The company is split into two, design studios in New Jersey and administration in Arizona offices. I understand that Ed Frank, President of the NJ group and founder of the original company before it was bought and renamed by Todd fifteen years ago read a letter out to the New Jersey staff, visibly uncomfortable.
The studios will see forty staff drop to thirteen. Major operations will be shut down, including the mold, paint, sculpting, and model departments.
The only department to survive will be the digital department, and only two of its members will be held on, and a couple of traditional sculptors are being trained up to handle digital sculpting.
The plan as it currently stands is that most new sculpts will be scans of actual people (posed standing up, making a T shape,) cleaned up digitally, armour and accessories assembled and added digitally (think Mr Potato Head,) mixing and matching from other sculpts, and then the files sent to China for 3D printing, cleaning, touching up, sculpting, articulation and the rest. New Jersey will only generate digital output from now on.
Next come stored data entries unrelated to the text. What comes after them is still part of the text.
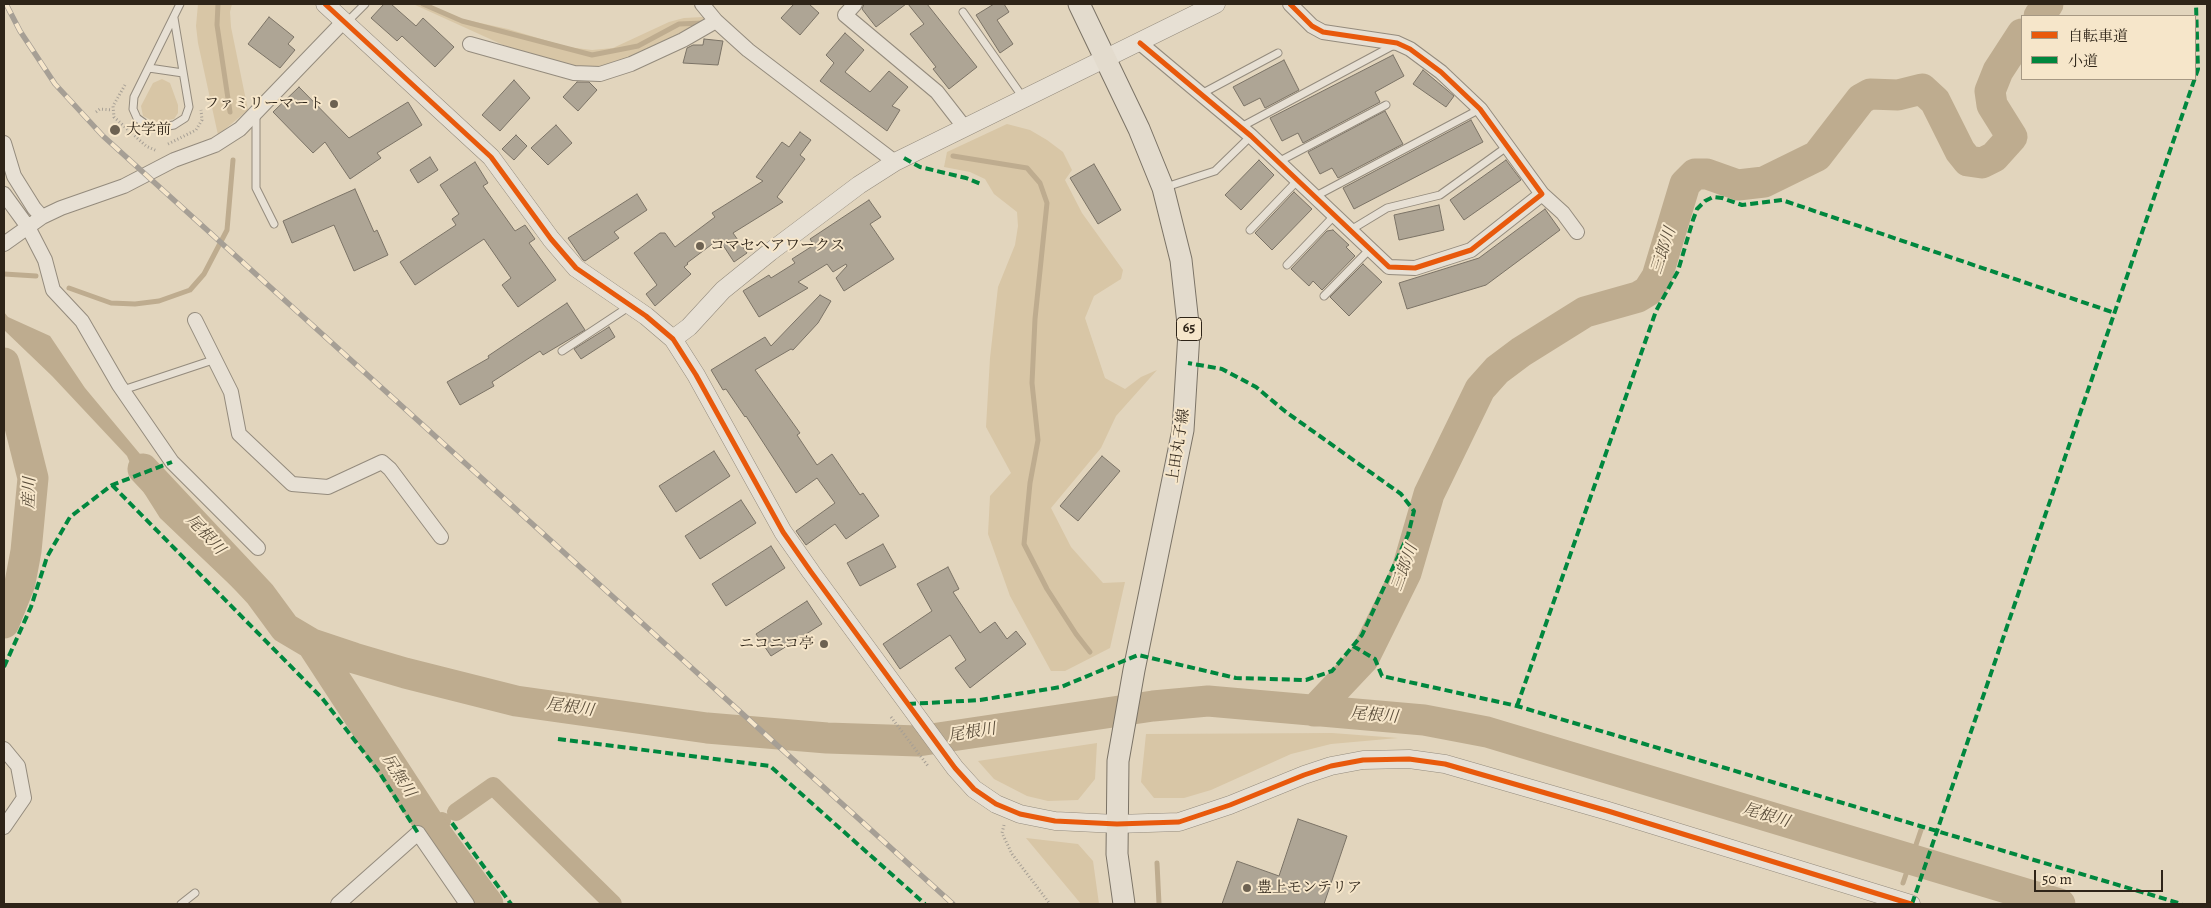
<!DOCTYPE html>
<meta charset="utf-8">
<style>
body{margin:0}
#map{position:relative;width:2211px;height:908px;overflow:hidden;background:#e2d5bd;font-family:Alegreya,"Noto Serif JP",serif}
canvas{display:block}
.frame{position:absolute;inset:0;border:5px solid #2e2418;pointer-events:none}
.legend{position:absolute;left:2021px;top:15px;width:175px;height:65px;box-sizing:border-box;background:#f6e6ca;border:1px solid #a69883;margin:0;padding:6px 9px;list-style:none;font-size:15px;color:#2e2418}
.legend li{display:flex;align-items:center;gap:10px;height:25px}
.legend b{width:25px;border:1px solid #a69883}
.scale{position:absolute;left:2034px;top:870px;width:129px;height:22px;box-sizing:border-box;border:2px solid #2e2418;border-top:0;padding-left:6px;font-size:15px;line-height:18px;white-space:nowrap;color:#2e2418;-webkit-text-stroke:4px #f6e6ca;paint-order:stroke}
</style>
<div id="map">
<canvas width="2211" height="908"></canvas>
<div class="frame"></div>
<ul class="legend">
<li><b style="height:6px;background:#e8590c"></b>自転車道</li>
<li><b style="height:6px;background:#00873e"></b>小道</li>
</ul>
<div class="scale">50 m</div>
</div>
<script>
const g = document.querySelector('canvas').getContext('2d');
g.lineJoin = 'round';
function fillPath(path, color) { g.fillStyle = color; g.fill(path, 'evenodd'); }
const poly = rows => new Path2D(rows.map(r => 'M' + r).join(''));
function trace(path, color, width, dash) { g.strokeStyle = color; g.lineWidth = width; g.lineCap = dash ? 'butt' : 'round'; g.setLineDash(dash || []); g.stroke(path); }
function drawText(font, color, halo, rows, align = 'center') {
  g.font = font + ' Alegreya,"Noto Serif JP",serif'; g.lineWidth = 4; g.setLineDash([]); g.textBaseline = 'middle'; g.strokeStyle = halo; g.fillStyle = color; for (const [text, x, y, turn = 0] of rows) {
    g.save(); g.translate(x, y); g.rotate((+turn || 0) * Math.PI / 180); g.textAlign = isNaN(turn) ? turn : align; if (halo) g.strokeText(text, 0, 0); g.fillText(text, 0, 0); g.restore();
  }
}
fillPath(poly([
 [198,4,232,4,230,12,231,27,248,110,218,135,198,43,196,26],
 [413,4,427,4,462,19,508,29,568,47,592,50,613,48,669,22,684,18,703,17,707,21,607,69,579,69,512,49],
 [162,79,170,83,178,105,178,113,174,119,155,122,143,116,141,106,153,83],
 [1007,124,1030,130,1047,140,1063,152,1072,170,1065,180,1082,213,1123,270,1121,279,1094,296,1085,318,1105,378,1125,389,1141,377,1157,370,1116,416,1101,448,1051,508,1071,547,1103,583,1125,582,1110,648,1065,671,1051,671,1010,596,988,534,990,496,1011,473,986,427,990,358,998,287,1015,245,1018,226,1017,212,994,194,985,179,970,172,944,167,947,152],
 [1332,733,1398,738,1331,744,1291,754,1211,790,1184,798,1154,798,1141,782,1146,734],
 [1097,743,1095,779,1078,800,1048,801,1027,796,994,779,978,761],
 [1026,838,1078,844,1093,861,1099,904,1081,904]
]), '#d8c6a6');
fillPath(poly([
 [4,312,8,317,50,336,85,388,165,484,180,519,208,545,221,563,253,591,269,611,312,644,290,642,160,518,141,488,127,456,52,376,4,330]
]), '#beac8f');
trace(poly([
 [218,4,217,25,230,112],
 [423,4,462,21,592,55,638,46,679,24,704,23],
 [953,156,1027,168,1040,183,1047,203,1035,319,1032,383,1038,440,1030,483,1024,544,1047,589,1076,634,1090,652],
 [4,274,36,276],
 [69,288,111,303,135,304,159,301,190,290,204,274,227,230,233,160],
 [1157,863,1159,904],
 [1903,883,1921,830]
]), '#beac8f', 5);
trace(poly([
 [456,812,493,786,613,904],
 [432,828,442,821]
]), '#beac8f', 18);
trace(poly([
 [2039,16,2048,4],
 [4,363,33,478,26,551,20,583,4,623],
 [143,469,260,594,285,628,312,644,354,658,405,673,516,701,707,728,827,738,918,741,1153,706,1208,701,1424,720,1487,732,2060,904],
 [312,644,432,828,488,904],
 [1314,711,1364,658,1406,573,1429,494,1480,389,1497,370,1521,352,1585,312,1638,297,1648,291,1657,277,1685,184,1695,174,1707,174,1738,185,1764,182,1817,156,1861,99,1870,94,1898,95,1922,89,1935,101,1960,151,1968,161,1982,163,1994,157,2012,137,1992,105,1990,91,1998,71,2022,34]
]), '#beac8f', 31);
const building = poly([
 [384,4,391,4,416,26,423,18,454,47,435,67,402,36,397,41,371,18,384,4],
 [794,4,809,4,819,13,800,35,781,18,794,4],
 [864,4,906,4,876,27,862,9,864,4],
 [908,4,927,4,977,67,949,89,933,69,936,67,910,34,924,24,908,4],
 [994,4,1004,4,1009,12,997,20,1013,44,1000,53,976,15,994,4],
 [269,17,294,37,288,44,295,50,280,68,248,44,269,17],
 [845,33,864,50,845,72,870,92,889,71,908,87,892,106,900,110,887,131,820,81,834,63,826,55,845,33],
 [704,39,723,41,718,65,683,63,687,48,693,45,703,45,704,39],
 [1393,55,1404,76,1375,92,1380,102,1303,143,1298,133,1282,141,1270,118,1393,55],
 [1284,60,1299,90,1265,108,1260,98,1244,106,1233,87,1284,60],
 [1423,70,1454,96,1446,107,1413,84,1423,70],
 [514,80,530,98,500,131,482,115,514,80],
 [577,82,589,82,597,90,578,111,563,97,577,82],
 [299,87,349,138,408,102,422,125,377,153,381,158,350,179,325,142,313,153,273,112,299,87],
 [1385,111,1403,144,1338,178,1332,168,1320,174,1308,152,1385,111],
 [1471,120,1483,142,1354,209,1343,188,1471,120],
 [556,125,572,143,548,165,531,148,556,125],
 [800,132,811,140,800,155,805,159,777,197,783,202,733,233,747,253,734,262,719,239,687,263,688,264,684,267,691,274,655,306,646,294,657,285,634,253,660,233,665,233,675,247,715,217,712,213,763,181,756,177,782,142,789,147,800,132],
 [516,135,527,146,514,160,502,149,516,135],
 [430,157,438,170,418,183,410,170,430,157],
 [1259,160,1274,175,1241,210,1225,195,1259,160],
 [1506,160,1521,180,1464,220,1450,200,1506,160],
 [475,162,488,183,483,186,515,231,525,225,535,239,529,243,556,280,518,307,502,285,511,278,484,239,415,285,400,262,456,225,452,219,459,214,440,185,475,162],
 [1094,164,1121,210,1098,224,1070,178,1094,164],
 [355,189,374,232,377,230,388,255,354,271,334,225,292,243,283,221,355,189],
 [1294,192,1312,209,1272,250,1255,233,1294,192],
 [637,194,647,210,614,232,619,238,585,261,583,260,568,238,637,194],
 [869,200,881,217,870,224,894,259,844,291,836,278,847,266,846,264,833,272,827,264,798,282,808,288,759,317,743,291,769,275,771,278,795,263,792,259,814,245,810,239,869,200],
 [1439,205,1444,230,1399,240,1394,215,1439,205],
 [1545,209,1560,230,1486,285,1407,309,1399,283,1479,258,1545,209],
 [1333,230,1349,245,1346,247,1355,256,1322,290,1313,281,1309,286,1291,269,1327,231,1333,230],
 [1363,264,1382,282,1349,316,1330,297,1363,264],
 [820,295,831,301,818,323,793,350,791,349,755,370,800,433,797,435,817,465,832,454,860,495,863,493,879,516,846,539,835,524,806,545,796,531,835,503,817,478,796,493,746,416,745,417,726,389,723,390,711,370,765,337,771,346,820,295],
 [567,303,585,330,543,355,540,351,492,382,494,386,460,405,447,382,489,358,488,356,567,303],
 [609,327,615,337,581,359,574,349,609,327],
 [714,451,730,476,676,512,659,486,714,451],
 [1102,456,1120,471,1078,521,1060,506,1102,456],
 [741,500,756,523,700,559,685,536,741,500],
 [883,544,896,567,860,586,847,563,883,544],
 [771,546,785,568,726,606,712,584,771,546],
 [948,567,959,589,953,592,980,633,995,622,1007,639,1016,631,1026,644,970,688,955,668,966,660,950,635,900,669,883,644,932,611,917,584,948,567],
 [807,601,822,624,771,656,756,634,807,601],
 [1298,819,1347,836,1324,904,1222,904,1237,861,1279,876,1298,819]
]);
fillPath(building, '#aea595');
trace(building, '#7b7366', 1);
const service = poly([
 [963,12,1024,99],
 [174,18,189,107,185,118,174,125,157,128,148,126,137,118,133,109,134,97,180,4],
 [346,23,365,4],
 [149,68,183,73],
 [1203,93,1278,53],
 [256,114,256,188,274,224],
 [1241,127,1394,45],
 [1278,162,1386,105],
 [1166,187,1215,171,1251,136],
 [1314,197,1480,109],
 [1250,230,1297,181],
 [1349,231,1387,208,1440,195,1508,146],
 [1287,265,1334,216],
 [1324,296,1369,250],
 [562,351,630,306],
 [123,390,216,359],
 [181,904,195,893]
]);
const minor = poly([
 [702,4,716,21,748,50,895,162],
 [855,4,845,15,937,92,965,128],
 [1140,43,1251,136,1389,267,1415,268,1471,250,1542,194,1480,109,1441,72,1410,49,1397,43,1323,32,1312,26,1290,4],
 [470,44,574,73,600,74,631,64,683,40,716,21],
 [4,143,14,176,34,208,42,217],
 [4,194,28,227,45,260,53,290,82,321,119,385,172,462,258,548],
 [1542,194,1563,213,1577,232],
 [4,244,42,217,61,208,124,186,174,160,215,145,240,129,344,21],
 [195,320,231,392,239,434,292,484,328,487,382,462,390,469,441,537],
 [4,749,18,766,24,798,4,827],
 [338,904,418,833,467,904]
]);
const tertiary = poly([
 [325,4,491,157,551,239,576,268,646,316,673,339,696,375,783,532,811,572,955,768,974,789,996,804,1020,814,1055,821,1117,824,1179,822,1230,805,1304,775,1331,766,1363,760,1409,759,1445,764,1608,811,1911,904],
 [673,339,689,327,723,290,770,252,859,185,895,162,1216,4]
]);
const primary = poly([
 [1079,4,1139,129,1163,188,1181,260,1189,333,1183,430,1134,670,1118,761,1117,854,1124,904]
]);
trace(service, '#948b7d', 9);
trace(minor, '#948b7d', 16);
trace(tertiary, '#948b7d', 19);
trace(primary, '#7b7366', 23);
trace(poly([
 [125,85,113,106,114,117,146,146,157,151],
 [96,112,100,109,112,110],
 [168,144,196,130,202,120,201,110],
 [891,717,928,766],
 [1004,825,1002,833,1012,854,1050,904]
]), '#a69f95', 3, [1, 2.5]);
trace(service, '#e7e0d4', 7);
trace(minor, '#e7e0d4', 14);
trace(tertiary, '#e7e0d4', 18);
trace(primary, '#e3dbcd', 21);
const rail = poly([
 [6,4,20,31,55,84,103,136,953,904]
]);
trace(rail, '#a69f95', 5.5);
trace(rail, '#f6e6ca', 4, [11]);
trace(poly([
 [904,158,920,167,966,178,981,184],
 [112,485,322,698,379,772,418,833],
 [1353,646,1375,659,1382,676,1517,706,2182,904],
 [4,667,31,607,47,557,70,517,112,485,172,462],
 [908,704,980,700,1061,687,1138,655,1236,678,1306,680,1332,671,1362,635,1408,535,1414,511,1401,494,1286,412,1256,387,1222,369,1188,363],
 [1517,706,1656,311,1678,271,1693,220,1697,209,1705,201,1713,197,1722,198,1742,205,1782,200,2115,313],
 [558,739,770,766,925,904],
 [452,823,511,904],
 [1912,904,2198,69,2196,4]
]), '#00873e', 4, [8, 4]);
trace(poly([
 [325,4,491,157,551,239,576,268,646,316,673,339,696,375,783,532,811,572,955,768,974,789,996,804,1020,814,1055,821,1117,824,1179,822,1230,805,1304,775,1331,766,1363,760,1409,759,1445,764,1608,811,1911,904],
 [1140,43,1251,136,1389,267,1415,268,1471,250,1542,194,1480,109,1441,72,1410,49,1397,43,1323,32,1312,26,1290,4]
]), '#e8590c', 5);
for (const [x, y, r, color] of [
 [334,104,5,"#6d6252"],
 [115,130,6,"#6d6252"],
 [700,246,5,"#6d6252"],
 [824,644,5,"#6d6252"],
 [1247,888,5,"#6d6252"]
]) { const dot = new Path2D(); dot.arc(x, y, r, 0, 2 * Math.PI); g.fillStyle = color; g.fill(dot); trace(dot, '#f6e6ca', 2); }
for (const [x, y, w] of [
 [1189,329,25]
]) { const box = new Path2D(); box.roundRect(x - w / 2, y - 11.5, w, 23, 4); g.fillStyle = '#f6e6ca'; g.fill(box); trace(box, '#2e2418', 1); }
drawText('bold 14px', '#2e2418', null, [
 ["65",1189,329]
]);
drawText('15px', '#2e2418', '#f6e6ca', [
 ["ファミリーマート",324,104,"right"],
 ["大学前",126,130],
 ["コマセヘアワークス",710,246],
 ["ニコニコ亭",814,644,"right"],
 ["豊上モンテリア",1257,888]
], 'left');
drawText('15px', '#2e2418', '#f6e6ca', [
 ["上田丸子線",1179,446,-81]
]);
drawText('italic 16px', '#5b4e3b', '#f6e6ca', [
 ["三郎川",1664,251,-72],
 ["産川",30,493,-88],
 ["尾根川",205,535,47],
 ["三郎川",1405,568,-70],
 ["尾根川",570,708,8],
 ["尾根川",1374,716,5],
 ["尾根川",972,733,-9],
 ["尻無川",398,776,57],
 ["尾根川",1766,816,17]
]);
</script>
This is still a very experimental process, however.
The New Jersey complex will be reduced from four buildings to one, with the equipment either being sold of shipped to China. As for Arizona, they will shrink from seventy people to around thirty-five.
The phasing out off staff will occur sometime between now and June, though no specific dates of personnel of departments have been given. When asked about severance, a human resources representative stated that "allowing you to work until June should be looked at as your severance package."